ABOUT THIS EXERCISE –
Word for word, retype every line of the data.
########################################
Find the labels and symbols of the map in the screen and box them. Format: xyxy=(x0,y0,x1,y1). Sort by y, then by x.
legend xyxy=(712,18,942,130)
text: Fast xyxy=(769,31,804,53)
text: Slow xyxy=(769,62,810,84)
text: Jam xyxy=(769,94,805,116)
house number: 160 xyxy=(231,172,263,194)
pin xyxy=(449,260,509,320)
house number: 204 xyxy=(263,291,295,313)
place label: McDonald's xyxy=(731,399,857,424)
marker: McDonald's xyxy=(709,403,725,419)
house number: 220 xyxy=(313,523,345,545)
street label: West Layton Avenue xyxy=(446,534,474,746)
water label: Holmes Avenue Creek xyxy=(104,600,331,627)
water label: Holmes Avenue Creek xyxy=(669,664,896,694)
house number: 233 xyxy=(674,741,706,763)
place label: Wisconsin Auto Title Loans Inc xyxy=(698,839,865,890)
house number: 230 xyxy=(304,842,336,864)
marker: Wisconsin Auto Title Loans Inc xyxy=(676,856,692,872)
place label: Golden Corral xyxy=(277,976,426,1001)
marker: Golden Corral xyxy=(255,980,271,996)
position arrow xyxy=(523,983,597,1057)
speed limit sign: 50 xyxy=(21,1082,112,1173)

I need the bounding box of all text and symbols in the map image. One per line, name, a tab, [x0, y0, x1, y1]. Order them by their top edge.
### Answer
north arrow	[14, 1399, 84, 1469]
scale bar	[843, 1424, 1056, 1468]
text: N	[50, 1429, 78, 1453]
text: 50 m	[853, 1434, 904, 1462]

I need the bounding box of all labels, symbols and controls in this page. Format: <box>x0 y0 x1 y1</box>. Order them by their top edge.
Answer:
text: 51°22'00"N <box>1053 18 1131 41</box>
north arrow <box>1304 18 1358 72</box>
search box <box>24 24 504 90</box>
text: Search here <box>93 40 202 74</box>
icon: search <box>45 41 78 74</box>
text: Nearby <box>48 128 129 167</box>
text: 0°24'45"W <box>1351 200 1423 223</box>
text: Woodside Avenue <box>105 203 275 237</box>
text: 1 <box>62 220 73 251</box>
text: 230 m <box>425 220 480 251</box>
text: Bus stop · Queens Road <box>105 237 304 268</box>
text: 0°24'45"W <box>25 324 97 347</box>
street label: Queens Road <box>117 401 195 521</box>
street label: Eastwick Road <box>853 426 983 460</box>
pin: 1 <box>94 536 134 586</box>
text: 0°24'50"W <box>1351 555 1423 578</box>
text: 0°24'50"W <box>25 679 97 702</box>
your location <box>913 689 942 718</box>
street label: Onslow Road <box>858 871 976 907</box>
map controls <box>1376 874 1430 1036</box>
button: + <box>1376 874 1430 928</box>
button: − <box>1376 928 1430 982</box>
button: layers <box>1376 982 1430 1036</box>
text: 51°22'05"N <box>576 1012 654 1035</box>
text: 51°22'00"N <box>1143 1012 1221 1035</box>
########################################
RESULT OF THE TASK –
Find the labels and symbols of the map in the screen and box them. Format: xyxy=(x0,y0,x1,y1). Sort by y, then by x.
legend xyxy=(712,18,942,130)
text: Fast xyxy=(769,31,804,53)
text: Slow xyxy=(769,62,810,84)
text: Jam xyxy=(769,94,805,116)
house number: 160 xyxy=(231,172,263,194)
pin xyxy=(449,260,509,320)
house number: 204 xyxy=(263,291,295,313)
place label: McDonald's xyxy=(731,399,857,424)
marker: McDonald's xyxy=(709,403,725,419)
house number: 220 xyxy=(313,523,345,545)
street label: West Layton Avenue xyxy=(446,534,474,746)
water label: Holmes Avenue Creek xyxy=(104,600,331,627)
water label: Holmes Avenue Creek xyxy=(669,664,896,694)
house number: 233 xyxy=(674,741,706,763)
place label: Wisconsin Auto Title Loans Inc xyxy=(698,839,865,890)
house number: 230 xyxy=(304,842,336,864)
marker: Wisconsin Auto Title Loans Inc xyxy=(676,856,692,872)
place label: Golden Corral xyxy=(277,976,426,1001)
marker: Golden Corral xyxy=(255,980,271,996)
position arrow xyxy=(523,983,597,1057)
speed limit sign: 50 xyxy=(21,1082,112,1173)

I need the bounding box of all text and symbols in the map image. One per line, name, a tab, [x0, y0, x1, y1]. Order them by their top edge.
### Answer
north arrow	[14, 1399, 84, 1469]
scale bar	[843, 1424, 1056, 1468]
text: N	[50, 1429, 78, 1453]
text: 50 m	[853, 1434, 904, 1462]

I need the bounding box of all labels, symbols and controls in this page. Format: <box>x0 y0 x1 y1</box>. Order them by their top edge.
Answer:
text: 51°22'00"N <box>1053 18 1131 41</box>
north arrow <box>1304 18 1358 72</box>
search box <box>24 24 504 90</box>
text: Search here <box>93 40 202 74</box>
icon: search <box>45 41 78 74</box>
text: Nearby <box>48 128 129 167</box>
text: 0°24'45"W <box>1351 200 1423 223</box>
text: Woodside Avenue <box>105 203 275 237</box>
text: 1 <box>62 220 73 251</box>
text: 230 m <box>425 220 480 251</box>
text: Bus stop · Queens Road <box>105 237 304 268</box>
text: 0°24'45"W <box>25 324 97 347</box>
street label: Queens Road <box>117 401 195 521</box>
street label: Eastwick Road <box>853 426 983 460</box>
pin: 1 <box>94 536 134 586</box>
text: 0°24'50"W <box>1351 555 1423 578</box>
text: 0°24'50"W <box>25 679 97 702</box>
your location <box>913 689 942 718</box>
street label: Onslow Road <box>858 871 976 907</box>
map controls <box>1376 874 1430 1036</box>
button: + <box>1376 874 1430 928</box>
button: − <box>1376 928 1430 982</box>
button: layers <box>1376 982 1430 1036</box>
text: 51°22'05"N <box>576 1012 654 1035</box>
text: 51°22'00"N <box>1143 1012 1221 1035</box>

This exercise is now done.